How Boruta-SHAP Works
flowchart TB
classDef step fill:#8b5cf6,stroke:#5b21b6,color:#fff;
A["Original Features
(N features)"]:::step --> B["Create Shadow Features
(N random permutations)"]:::step
B --> C["Train XGBoost on
Real + Shadow Features"]:::step
C --> D["Compute SHAP Values
for All 2N Features"]:::step
D --> E{"Is real feature's SHAP
> max shadow SHAP?"}:::step
E -->|Yes, consistently| F["✅ Accept Feature"]:::step
E -->|No| G["❌ Reject Feature"]:::step
E -->|Inconclusive| H["🔄 Repeat Trial
(50 iterations)"]:::step
H --> C
Key Concepts
-
Shadow Features: For each real feature, a "shadow" copy is created by randomly permuting its values. This destroys any relationship with the target while preserving the distribution. Shadow features serve as a null hypothesis baseline — if a real feature is no more important than its shuffled copy, it carries no genuine signal.
-
SHAP Importance: Instead of using impurity-based importance (which is biased toward high-cardinality features), Boruta-SHAP uses SHAP values — a game-theoretic measure of each feature's marginal contribution to predictions.

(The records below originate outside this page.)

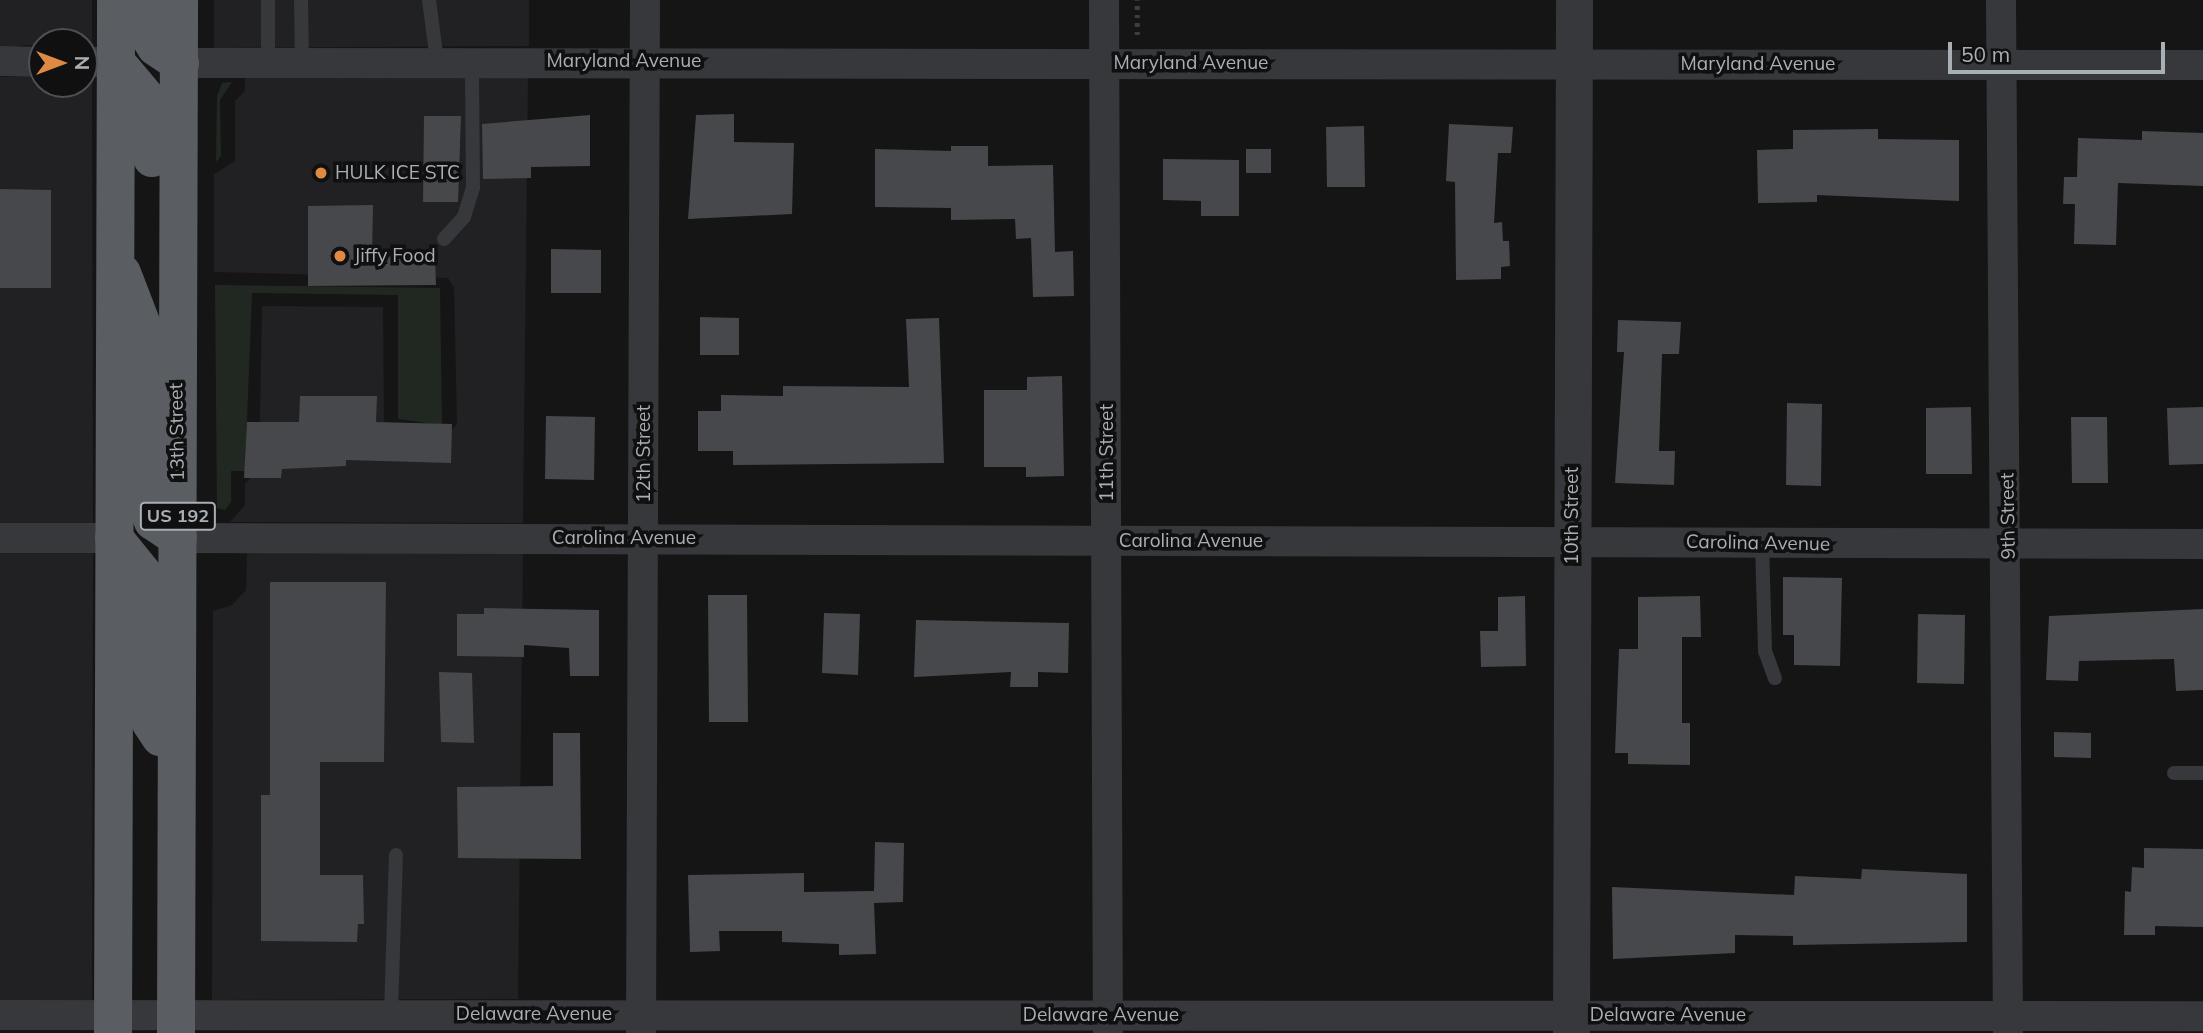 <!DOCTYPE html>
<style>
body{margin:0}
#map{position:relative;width:2203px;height:1033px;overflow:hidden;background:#151516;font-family:Mulish,sans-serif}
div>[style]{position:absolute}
.built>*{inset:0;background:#212123}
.green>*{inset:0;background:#212821}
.building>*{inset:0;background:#47484b}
.path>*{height:4.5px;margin-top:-2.25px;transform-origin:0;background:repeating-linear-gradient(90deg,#3c3f42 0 3.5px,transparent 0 8.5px)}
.service>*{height:14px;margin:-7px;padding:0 7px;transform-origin:7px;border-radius:7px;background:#36383b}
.minor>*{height:30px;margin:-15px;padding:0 15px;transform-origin:15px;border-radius:15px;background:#36383b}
.tertiary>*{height:37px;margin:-18.5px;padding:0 18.5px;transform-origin:18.5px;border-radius:18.5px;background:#36383b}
.trunk>*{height:38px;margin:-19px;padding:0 19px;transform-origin:19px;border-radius:19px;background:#5a5e62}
.dots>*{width:19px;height:19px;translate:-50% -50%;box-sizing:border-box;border:4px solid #101011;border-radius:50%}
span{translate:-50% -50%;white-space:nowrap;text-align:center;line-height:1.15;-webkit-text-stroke:7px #101011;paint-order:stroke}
.shield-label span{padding:2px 5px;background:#101011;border:2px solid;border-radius:5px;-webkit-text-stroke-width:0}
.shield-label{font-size:18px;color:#a8afb5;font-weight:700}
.street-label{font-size:19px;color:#a8afb5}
.poi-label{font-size:19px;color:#a8afb5}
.left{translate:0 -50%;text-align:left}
.north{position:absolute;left:28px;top:28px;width:70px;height:70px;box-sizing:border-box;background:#101011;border:2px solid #4d5053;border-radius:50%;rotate:90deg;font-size:19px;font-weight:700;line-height:28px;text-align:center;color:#a8afb5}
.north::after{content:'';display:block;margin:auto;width:24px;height:32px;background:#df8a44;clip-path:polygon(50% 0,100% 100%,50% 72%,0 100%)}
.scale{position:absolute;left:1948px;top:42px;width:217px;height:32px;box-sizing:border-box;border:4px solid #a8afb5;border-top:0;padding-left:9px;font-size:21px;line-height:24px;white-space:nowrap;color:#a8afb5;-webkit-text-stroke:5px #101011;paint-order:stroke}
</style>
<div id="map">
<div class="built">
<i style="clip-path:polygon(0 0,92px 0,92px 48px,84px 42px,0 47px)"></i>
<i style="clip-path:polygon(214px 0,529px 0,529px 46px,214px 48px)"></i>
<i style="clip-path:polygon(528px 76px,523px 523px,230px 522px,245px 505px,245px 483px,259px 471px,262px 306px,383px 307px,384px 422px,445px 437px,457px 424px,454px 288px,448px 278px,214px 272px,214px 174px,235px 161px,235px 101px,245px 91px,245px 77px)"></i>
<i style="clip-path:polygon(0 77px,42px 77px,42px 84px,84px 84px,84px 77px,92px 77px,93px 524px,0 523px)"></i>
<i style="clip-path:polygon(247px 552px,523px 553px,518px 999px,212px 1000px,213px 611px,232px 605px,246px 590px)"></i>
<i style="clip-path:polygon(0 553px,93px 553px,92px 1000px,0 1000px)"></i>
</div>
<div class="green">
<i style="clip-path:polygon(232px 82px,220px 100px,221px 156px,216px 162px,217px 96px,222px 83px)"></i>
<i style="clip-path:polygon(215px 285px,440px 288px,442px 425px,398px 419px,398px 295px,252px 293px,245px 471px,231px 471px,231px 502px,225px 510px,217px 508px)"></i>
</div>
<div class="building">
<i style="clip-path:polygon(734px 114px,734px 142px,794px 143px,792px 214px,688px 219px,696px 115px)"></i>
<i style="clip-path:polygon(590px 115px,590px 166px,531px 167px,531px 178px,483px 179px,482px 124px)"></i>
<i style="clip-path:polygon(424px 116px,461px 116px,458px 202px,423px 202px)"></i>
<i style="clip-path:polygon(1449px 124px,1513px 127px,1511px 153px,1498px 153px,1494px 223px,1502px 222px,1503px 241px,1509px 241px,1510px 266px,1501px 267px,1501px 279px,1456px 280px,1455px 182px,1446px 181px)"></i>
<i style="clip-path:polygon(1364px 126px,1365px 187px,1327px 187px,1326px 127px)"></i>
<i style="clip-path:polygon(1878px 129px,1878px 139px,1959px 140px,1959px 201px,1817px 195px,1817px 202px,1758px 203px,1757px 150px,1793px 149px,1793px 130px)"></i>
<i style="clip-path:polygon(2142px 131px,2203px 133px,2203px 186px,2118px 183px,2116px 245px,2074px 244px,2075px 204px,2063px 204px,2064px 177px,2077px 177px,2078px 138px,2142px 140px)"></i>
<i style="clip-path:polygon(951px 146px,988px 146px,988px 166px,1053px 165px,1055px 252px,1073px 251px,1074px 296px,1033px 297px,1031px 238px,1016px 239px,1015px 219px,951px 220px,951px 208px,875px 207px,875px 149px,951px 151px)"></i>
<i style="clip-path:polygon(1246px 149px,1271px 149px,1271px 173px,1246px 173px)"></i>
<i style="clip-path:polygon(1163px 159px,1239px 160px,1239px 216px,1201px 216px,1201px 201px,1163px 200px)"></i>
<i style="clip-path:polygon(0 189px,51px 190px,51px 288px,0 288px)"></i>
<i style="clip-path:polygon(373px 205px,372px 257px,435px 256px,436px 285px,308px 286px,308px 206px)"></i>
<i style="clip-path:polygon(551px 249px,601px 250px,601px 293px,551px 293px)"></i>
<i style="clip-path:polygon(700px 317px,739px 318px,739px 355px,700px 355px)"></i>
<i style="clip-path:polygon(939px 318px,944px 463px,733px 465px,733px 451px,698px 451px,698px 411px,721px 411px,721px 395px,783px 396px,783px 386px,909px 387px,906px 319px)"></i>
<i style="clip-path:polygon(1618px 320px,1681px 322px,1679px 354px,1662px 354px,1659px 451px,1675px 451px,1674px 485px,1615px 483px,1624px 352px,1617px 352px)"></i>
<i style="clip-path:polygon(1062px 376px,1064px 476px,1026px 477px,1026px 467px,984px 467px,984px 390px,1027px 390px,1027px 377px)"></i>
<i style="clip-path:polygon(300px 396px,377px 396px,376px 422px,452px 424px,451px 463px,346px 460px,346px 466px,282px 469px,281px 478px,244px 478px,247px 422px,299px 422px)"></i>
<i style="clip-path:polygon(1787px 403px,1822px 404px,1821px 486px,1786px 485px)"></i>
<i style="clip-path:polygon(1971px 407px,1972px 474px,1926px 474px,1926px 408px)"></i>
<i style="clip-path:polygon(2203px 407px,2203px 464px,2169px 465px,2167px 408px)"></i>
<i style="clip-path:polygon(546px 416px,595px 417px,594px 480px,545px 479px)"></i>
<i style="clip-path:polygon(2071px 417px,2107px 417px,2108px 483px,2072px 483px)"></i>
<i style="clip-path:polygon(1783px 577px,1842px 578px,1840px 666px,1794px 665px,1794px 635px,1783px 635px)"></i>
<i style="clip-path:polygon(270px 582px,386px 582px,384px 762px,320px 762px,320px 875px,363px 875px,364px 924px,358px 924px,357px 942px,261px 941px,261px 795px,270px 795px)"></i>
<i style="clip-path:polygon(708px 595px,747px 595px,748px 722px,709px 722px)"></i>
<i style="clip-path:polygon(1525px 596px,1526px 666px,1481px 667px,1480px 631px,1498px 631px,1498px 597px)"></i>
<i style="clip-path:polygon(1700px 596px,1701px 637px,1682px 637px,1682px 723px,1690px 723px,1690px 765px,1628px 764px,1628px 753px,1615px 753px,1619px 649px,1638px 649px,1638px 597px)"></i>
<i style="clip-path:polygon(484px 608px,599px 610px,599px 676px,570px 676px,569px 648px,524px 645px,524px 657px,457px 656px,457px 614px,484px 614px)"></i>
<i style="clip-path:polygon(2203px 609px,2203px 690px,2176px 691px,2174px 659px,2079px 661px,2078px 681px,2046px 680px,2049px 616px)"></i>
<i style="clip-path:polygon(824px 613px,860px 614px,858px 675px,822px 673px)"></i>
<i style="clip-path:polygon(1918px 614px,1965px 615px,1964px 684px,1917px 683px)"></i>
<i style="clip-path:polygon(916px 620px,1069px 623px,1068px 673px,1038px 672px,1038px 687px,1010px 687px,1011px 672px,914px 677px)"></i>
<i style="clip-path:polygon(439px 672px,472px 673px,474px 743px,441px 742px)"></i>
<i style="clip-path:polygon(2054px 732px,2091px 733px,2091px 758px,2054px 757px)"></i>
<i style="clip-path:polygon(553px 733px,580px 733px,581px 859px,458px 858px,457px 787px,553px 786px)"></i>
<i style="clip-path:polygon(875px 842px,904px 843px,903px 902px,874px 903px,876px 954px,839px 955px,839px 944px,782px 942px,782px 931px,719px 931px,720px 951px,690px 952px,688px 875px,804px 873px,804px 892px,874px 891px)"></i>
<i style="clip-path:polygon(2144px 848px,2203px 849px,2203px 927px,2155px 926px,2155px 935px,2124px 935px,2125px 891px,2131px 892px,2132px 867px,2144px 868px)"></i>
<i style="clip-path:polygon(1862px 869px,1967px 874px,1967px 942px,1793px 945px,1793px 936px,1735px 935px,1735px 953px,1613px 959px,1612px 887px,1794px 895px,1795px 876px,1861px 879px)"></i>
</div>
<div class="path">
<i style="left:1137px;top:35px;width:35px;rotate:-90deg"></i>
</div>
<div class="service">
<i style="left:268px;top:0;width:62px;rotate:90deg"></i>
<i style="left:301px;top:0;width:62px;rotate:89.1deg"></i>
<i style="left:429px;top:0;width:62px;rotate:82.5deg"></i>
<i style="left:444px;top:239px;width:30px;rotate:-48deg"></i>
<i style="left:464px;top:217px;width:31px;rotate:-73deg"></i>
<i style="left:473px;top:187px;width:126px;rotate:-90.5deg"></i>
<i style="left:1762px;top:543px;width:108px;rotate:88.4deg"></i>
<i style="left:1765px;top:651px;width:29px;rotate:70deg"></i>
<i style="left:2174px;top:773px;width:29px"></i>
<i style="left:391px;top:1013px;width:158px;rotate:-88.2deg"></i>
</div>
<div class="minor">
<i style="left:1104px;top:0;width:1033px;rotate:89.78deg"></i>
<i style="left:2001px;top:0;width:1033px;rotate:89.61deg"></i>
<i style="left:0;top:61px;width:42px;rotate:1.4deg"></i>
<i style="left:84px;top:62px;width:32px"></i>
<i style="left:180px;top:63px;width:2023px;rotate:0.06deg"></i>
<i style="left:0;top:538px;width:114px"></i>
<i style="left:178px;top:538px;width:2025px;rotate:0.17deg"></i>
<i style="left:0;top:1015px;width:2203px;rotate:0.03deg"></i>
<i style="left:641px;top:1032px;width:1032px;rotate:-89.78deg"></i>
</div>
<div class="tertiary">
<i style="left:1571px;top:1033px;width:1033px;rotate:-89.83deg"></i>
</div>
<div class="trunk">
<i style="left:145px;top:0;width:28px;rotate:92deg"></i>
<i style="left:144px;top:28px;width:22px;rotate:58deg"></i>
<i style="left:156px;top:47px;width:29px;rotate:34deg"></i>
<i style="left:116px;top:62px;width:57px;rotate:49.9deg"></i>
<i style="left:153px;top:106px;width:52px;rotate:91.1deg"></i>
<i style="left:122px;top:273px;width:64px;rotate:69deg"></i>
<i style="left:145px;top:333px;width:170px;rotate:90deg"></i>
<i style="left:145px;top:503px;width:20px;rotate:66deg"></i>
<i style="left:153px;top:521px;width:30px;rotate:34deg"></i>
<i style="left:114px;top:538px;width:55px;rotate:50.9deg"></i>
<i style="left:149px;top:581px;width:142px;rotate:89.2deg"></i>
<i style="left:151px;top:723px;width:17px;rotate:57deg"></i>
<i style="left:113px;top:1033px;width:1033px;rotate:-89.83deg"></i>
<i style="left:176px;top:1033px;width:1033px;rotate:-89.83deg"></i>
</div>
<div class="dots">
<i style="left:321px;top:173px;background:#df8a44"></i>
<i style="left:340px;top:256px;background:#df8a44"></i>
</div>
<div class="shield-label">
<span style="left:178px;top:516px">US 192</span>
</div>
<div class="street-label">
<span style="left:624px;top:61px">Maryland Avenue</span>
<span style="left:1191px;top:63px">Maryland Avenue</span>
<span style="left:1758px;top:64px">Maryland Avenue</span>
<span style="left:177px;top:432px;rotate:-91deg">13th Street</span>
<span style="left:1107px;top:453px;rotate:-90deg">11th Street</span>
<span style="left:644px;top:454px;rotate:-90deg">12th Street</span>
<span style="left:1572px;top:516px;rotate:-90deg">10th Street</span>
<span style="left:2008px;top:516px;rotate:-91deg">9th Street</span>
<span style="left:624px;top:538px">Carolina Avenue</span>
<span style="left:1191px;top:541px">Carolina Avenue</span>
<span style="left:1758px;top:543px;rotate:1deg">Carolina Avenue</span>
<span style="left:534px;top:1014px">Delaware Avenue</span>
<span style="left:1101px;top:1015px">Delaware Avenue</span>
<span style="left:1668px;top:1015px">Delaware Avenue</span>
</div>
<div class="poi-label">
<span class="left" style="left:335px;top:173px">HULK ICE STC</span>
<span class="left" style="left:354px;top:256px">Jiffy Food</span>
</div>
<div class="north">N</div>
<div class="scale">50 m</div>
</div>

This captures non-linear effects, interactions, and is model-agnostic in interpretation.
-
Statistical Testing: Over 50 trials (
n_trials=50), each feature's SHAP importance is compared against the maximum shadow feature importance. Features that consistently exceed this threshold are Accepted; those that don't are Rejected. Features with borderline performance remain Tentative and are ultimately rejected. -
Graceful Fallback: If Boruta-SHAP rejects all features (e.g., extremely noisy super-matrix), the pipeline falls back to MI-based top-\(K\) selection automatically.
kreview's Configuration
| Parameter | Value | Rationale |
|---|---|---|
| Base model | XGBClassifier(n_estimators=100, max_depth=5) |
Captures non-linear interactions without overfitting |
| Importance measure | shap |
Unbiased, interaction-aware importance |
| Number of trials | 50 |
Statistical power for accept/reject decisions |
| Sampling | False (use all samples) |
Maximizes statistical power with cfDNA cohort sizes (~200-500 samples) |
When to Choose Each Strategy
| Criterion | mi (Default) |
boruta_shap |
|---|---|---|
| Speed | ~1 second | ~2-5 minutes (50 XGBoost fits) |
| Feature interactions | ❌ Ignores | ✅ Captures via SHAP |
| Redundancy handling | ❌ May select correlated features | ✅ Implicitly handled (shadow comparison) |
| Statistical rigor | Ranking only (no p-values) | Hypothesis test vs null distribution |
| Best for | Quick exploration, small feature sets | Final production models, large super-matrices |
| Risk | May overfit with redundant features | May reject valid features in small cohorts |
Recommendation
Use --multimodal-selection mi for rapid iteration during development. Switch to --multimodal-selection boruta_shap for final production runs where model robustness matters more than speed.